The Finns saw the murder as an act of national bravery, with Schauman becoming a national hero. The joy in the country was so great that many people flew Finnish flags in defiance of the consequences. The deputy chancellor of the university, Thiodolf Rein, declared that the murder had been "an act of self defence made on behalf of everyone". The assassination was felt to have been an act of national emergency and a sacrificial death. The Finns expected to gain more freedom with the elimination of Bobrikov, who had oppressed the rights of the Finnish people. A Eugen Schauman cult was born, strengthening the Finnish resistance to the oppression.

Bobrikov was succeeded by Ivan Mikhailovich Obolensky, whose treatment of the Finns was considered fair. This convinced the Finnish activists that the Russians understood the measures they had used, as it was written in the Eugen Schauman memorial booklet of the Active Resistance Party of Finland.

The Päivälehti newspaper published an editorial under the title "Juhannuksena [On Midsummer]", which described how light defeats darkness after all on Midsummer. As a result of this editorial, Päivälehti was shut down permanently.

On the other hand, the traditional Uusi Suometar newspaper condemned the act by writing about it under the title "Rikos [A crime]": "A crime is always a crime, no end purposes can alter this - the people of Finland want peace, it is their wish to resume the circumstances where the emperor and the people in full mutual understanding work for the same and right ends. Because of this we want to do away with responsibility to the disgusting and heinous crime which happened here yesterday." Juho Paasikivi, a future president of Finland, wrote an editorial in the newspaper condemning the murder.

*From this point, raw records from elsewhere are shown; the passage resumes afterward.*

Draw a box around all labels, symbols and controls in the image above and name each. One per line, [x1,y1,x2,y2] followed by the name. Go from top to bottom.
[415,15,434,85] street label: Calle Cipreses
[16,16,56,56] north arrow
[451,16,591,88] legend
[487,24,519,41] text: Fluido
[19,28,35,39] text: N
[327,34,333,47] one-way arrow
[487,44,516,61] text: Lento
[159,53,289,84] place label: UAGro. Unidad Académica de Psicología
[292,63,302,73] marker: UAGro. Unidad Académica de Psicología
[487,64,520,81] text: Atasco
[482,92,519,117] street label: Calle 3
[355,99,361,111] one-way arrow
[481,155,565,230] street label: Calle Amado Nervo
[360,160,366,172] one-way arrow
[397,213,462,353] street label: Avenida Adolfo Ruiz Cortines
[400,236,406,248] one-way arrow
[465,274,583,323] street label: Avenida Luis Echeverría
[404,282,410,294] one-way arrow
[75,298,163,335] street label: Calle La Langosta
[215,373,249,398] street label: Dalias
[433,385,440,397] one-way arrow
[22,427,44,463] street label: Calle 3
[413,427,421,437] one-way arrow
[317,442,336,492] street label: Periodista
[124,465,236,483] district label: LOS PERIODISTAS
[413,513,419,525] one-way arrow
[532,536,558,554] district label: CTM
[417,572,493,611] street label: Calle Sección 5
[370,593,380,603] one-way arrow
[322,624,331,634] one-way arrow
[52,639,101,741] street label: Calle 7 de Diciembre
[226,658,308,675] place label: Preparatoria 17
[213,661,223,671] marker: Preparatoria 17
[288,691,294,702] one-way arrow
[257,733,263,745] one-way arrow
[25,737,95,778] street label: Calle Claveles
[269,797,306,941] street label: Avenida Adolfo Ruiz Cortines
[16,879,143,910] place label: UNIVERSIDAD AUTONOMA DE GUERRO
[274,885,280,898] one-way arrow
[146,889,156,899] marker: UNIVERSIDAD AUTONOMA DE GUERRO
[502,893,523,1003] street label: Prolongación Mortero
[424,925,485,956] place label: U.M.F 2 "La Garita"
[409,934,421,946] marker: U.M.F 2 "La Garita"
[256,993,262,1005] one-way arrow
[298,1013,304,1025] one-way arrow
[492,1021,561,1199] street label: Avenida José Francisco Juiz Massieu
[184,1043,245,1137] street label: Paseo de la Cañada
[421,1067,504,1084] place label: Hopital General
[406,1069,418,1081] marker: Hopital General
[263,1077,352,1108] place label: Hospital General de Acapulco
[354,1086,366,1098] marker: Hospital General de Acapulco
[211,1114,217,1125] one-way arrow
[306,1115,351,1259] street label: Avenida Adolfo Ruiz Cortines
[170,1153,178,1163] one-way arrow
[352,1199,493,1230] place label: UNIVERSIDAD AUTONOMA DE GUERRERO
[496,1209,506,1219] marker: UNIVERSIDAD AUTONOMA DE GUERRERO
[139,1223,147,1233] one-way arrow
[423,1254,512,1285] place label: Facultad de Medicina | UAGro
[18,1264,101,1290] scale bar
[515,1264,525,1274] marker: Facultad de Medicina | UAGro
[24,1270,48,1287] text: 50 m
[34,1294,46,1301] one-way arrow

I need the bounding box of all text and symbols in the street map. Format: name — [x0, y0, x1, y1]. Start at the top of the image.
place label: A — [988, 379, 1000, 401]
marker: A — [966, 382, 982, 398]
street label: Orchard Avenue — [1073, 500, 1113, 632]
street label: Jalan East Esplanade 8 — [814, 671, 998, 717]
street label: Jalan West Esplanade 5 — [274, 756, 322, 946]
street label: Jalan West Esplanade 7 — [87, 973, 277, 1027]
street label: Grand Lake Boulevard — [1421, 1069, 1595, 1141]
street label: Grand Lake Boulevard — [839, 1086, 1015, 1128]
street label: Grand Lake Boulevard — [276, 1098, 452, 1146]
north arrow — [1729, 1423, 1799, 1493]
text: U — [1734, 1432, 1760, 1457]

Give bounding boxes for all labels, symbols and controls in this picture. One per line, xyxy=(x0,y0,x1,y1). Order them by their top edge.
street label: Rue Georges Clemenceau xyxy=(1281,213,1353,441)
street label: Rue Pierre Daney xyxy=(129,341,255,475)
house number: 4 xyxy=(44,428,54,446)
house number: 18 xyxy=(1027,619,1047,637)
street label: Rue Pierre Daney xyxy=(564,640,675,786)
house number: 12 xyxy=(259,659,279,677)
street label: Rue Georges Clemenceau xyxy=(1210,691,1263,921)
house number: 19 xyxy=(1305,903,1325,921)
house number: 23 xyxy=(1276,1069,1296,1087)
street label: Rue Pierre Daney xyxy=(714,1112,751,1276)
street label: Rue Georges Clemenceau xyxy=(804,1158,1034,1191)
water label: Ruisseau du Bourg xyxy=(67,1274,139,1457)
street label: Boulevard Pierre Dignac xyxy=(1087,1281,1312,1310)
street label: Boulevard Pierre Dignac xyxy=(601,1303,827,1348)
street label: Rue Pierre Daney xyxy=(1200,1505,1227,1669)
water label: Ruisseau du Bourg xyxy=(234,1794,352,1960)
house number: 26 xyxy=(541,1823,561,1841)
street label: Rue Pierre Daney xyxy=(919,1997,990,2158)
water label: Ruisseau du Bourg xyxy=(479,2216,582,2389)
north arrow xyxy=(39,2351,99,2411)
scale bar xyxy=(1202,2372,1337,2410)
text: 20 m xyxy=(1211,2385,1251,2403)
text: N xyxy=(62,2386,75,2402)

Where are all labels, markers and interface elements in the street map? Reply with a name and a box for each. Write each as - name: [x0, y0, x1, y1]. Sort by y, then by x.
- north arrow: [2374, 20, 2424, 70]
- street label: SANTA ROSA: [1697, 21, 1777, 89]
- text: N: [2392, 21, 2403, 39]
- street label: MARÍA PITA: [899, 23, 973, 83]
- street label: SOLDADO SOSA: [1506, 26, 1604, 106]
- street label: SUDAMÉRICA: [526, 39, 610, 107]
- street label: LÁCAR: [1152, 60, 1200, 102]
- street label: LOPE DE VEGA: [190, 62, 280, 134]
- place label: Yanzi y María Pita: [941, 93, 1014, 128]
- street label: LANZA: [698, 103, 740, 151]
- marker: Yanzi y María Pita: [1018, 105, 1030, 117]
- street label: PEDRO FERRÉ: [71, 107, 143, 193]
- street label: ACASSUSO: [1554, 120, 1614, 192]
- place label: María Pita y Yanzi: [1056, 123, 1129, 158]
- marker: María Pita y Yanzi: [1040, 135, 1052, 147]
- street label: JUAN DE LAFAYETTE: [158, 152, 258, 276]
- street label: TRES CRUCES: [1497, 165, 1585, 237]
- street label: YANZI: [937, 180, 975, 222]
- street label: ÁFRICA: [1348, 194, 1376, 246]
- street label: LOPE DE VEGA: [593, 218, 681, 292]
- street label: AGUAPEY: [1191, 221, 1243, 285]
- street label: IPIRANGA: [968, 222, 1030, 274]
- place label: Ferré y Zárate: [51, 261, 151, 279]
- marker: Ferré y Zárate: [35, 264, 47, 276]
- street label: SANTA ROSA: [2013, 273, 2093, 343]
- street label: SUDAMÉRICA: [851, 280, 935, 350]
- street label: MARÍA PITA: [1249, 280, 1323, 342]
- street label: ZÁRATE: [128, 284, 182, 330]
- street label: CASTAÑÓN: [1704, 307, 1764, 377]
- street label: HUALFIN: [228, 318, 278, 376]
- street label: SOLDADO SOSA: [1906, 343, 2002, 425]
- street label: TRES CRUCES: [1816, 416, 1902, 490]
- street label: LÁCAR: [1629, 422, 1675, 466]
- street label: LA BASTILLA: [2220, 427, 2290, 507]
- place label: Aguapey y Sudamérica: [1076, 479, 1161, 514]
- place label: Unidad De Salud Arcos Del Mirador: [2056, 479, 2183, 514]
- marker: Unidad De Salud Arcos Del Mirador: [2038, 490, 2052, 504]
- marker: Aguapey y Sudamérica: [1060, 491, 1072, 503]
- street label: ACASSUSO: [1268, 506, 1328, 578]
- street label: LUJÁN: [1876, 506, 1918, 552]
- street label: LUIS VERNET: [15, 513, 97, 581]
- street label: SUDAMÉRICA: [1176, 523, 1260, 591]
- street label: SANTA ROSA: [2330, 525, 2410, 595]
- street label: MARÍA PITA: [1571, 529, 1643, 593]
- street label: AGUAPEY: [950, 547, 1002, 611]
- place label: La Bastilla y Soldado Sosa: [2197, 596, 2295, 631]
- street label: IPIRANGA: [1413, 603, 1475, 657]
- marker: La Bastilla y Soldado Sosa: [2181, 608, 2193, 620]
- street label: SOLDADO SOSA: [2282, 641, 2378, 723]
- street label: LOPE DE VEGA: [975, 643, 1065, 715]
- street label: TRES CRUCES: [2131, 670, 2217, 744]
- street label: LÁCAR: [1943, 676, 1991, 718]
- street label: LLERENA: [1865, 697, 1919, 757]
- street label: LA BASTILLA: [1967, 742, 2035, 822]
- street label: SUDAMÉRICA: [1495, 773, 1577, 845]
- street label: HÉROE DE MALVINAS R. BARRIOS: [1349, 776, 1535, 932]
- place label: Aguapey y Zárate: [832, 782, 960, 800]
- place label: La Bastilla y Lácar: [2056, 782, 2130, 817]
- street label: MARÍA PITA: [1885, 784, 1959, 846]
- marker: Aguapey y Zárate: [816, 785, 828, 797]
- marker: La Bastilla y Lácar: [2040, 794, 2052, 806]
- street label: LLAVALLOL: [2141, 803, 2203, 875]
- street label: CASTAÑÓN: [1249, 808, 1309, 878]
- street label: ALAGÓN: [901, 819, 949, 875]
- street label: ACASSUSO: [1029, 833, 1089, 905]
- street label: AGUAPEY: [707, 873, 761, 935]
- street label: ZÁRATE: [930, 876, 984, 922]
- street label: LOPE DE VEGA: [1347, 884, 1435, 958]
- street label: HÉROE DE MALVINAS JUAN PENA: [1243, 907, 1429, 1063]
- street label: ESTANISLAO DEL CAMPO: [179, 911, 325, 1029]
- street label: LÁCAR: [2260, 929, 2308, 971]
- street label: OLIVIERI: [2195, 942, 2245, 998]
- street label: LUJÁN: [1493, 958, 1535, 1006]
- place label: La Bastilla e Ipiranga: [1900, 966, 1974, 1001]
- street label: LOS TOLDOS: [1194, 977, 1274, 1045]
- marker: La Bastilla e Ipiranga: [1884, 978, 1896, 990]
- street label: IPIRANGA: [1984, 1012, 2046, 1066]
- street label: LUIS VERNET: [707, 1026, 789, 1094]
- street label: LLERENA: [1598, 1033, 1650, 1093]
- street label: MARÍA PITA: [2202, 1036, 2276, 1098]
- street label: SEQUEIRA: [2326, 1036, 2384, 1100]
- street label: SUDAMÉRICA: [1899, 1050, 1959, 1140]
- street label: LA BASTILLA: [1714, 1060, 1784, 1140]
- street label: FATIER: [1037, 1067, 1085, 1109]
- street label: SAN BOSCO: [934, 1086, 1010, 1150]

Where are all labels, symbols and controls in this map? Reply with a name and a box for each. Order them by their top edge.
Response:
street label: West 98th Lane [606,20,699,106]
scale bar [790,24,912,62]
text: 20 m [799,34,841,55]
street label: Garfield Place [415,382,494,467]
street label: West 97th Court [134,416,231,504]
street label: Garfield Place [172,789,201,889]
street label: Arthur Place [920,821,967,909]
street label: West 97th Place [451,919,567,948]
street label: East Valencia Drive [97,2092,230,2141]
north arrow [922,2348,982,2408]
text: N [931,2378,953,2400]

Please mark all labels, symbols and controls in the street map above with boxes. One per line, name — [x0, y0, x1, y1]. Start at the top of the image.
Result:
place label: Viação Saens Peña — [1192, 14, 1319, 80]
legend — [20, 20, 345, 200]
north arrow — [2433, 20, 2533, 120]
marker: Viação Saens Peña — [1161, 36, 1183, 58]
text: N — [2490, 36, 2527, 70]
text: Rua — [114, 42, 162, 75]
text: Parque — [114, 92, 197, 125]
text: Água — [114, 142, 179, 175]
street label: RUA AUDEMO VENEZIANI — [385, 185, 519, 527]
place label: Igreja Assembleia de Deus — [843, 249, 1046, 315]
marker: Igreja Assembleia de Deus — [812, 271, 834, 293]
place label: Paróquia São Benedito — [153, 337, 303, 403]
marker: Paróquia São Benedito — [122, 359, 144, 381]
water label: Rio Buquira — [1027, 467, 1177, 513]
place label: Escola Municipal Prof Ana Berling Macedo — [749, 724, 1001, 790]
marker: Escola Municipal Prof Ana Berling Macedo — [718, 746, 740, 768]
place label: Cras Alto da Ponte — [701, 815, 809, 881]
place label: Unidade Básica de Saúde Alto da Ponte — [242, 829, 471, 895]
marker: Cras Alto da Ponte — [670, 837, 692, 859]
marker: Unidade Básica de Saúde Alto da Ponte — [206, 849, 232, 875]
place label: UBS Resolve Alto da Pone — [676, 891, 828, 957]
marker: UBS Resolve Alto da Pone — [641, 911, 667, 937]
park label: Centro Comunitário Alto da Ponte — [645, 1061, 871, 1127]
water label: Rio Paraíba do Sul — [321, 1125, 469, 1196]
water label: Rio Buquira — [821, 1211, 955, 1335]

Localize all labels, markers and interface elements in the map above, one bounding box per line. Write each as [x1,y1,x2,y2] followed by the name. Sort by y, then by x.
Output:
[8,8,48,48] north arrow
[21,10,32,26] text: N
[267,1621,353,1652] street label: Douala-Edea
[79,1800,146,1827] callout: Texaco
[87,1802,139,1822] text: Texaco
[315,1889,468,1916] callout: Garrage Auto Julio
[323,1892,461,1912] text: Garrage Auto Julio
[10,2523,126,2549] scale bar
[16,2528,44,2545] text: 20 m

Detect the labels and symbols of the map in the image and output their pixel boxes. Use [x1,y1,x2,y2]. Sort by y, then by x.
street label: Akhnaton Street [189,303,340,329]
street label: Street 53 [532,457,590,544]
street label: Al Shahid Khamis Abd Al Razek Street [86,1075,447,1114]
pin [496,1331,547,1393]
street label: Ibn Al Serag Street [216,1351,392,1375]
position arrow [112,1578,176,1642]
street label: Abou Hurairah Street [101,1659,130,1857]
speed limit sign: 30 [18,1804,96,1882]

The traditional Finns and the clergy condemned the act in general for both political and ethical reasons. When Paasikivi described Bobrikov's murder as a "disgusting and heinous crime" in his editorial, his choice of words was met with hostility. Paasikivi later wrote in his memoirs that he had felt Schauman's act was heroic and that he understood its significance, but he had not dared to say this aloud at the time for fear of repercussions.

The assassination also gained news coverage abroad, made possible by the widespread use of the telegraph and by news agencies. The assassination was covered in the news in San Francisco, Honolulu and Mexico already on the next day.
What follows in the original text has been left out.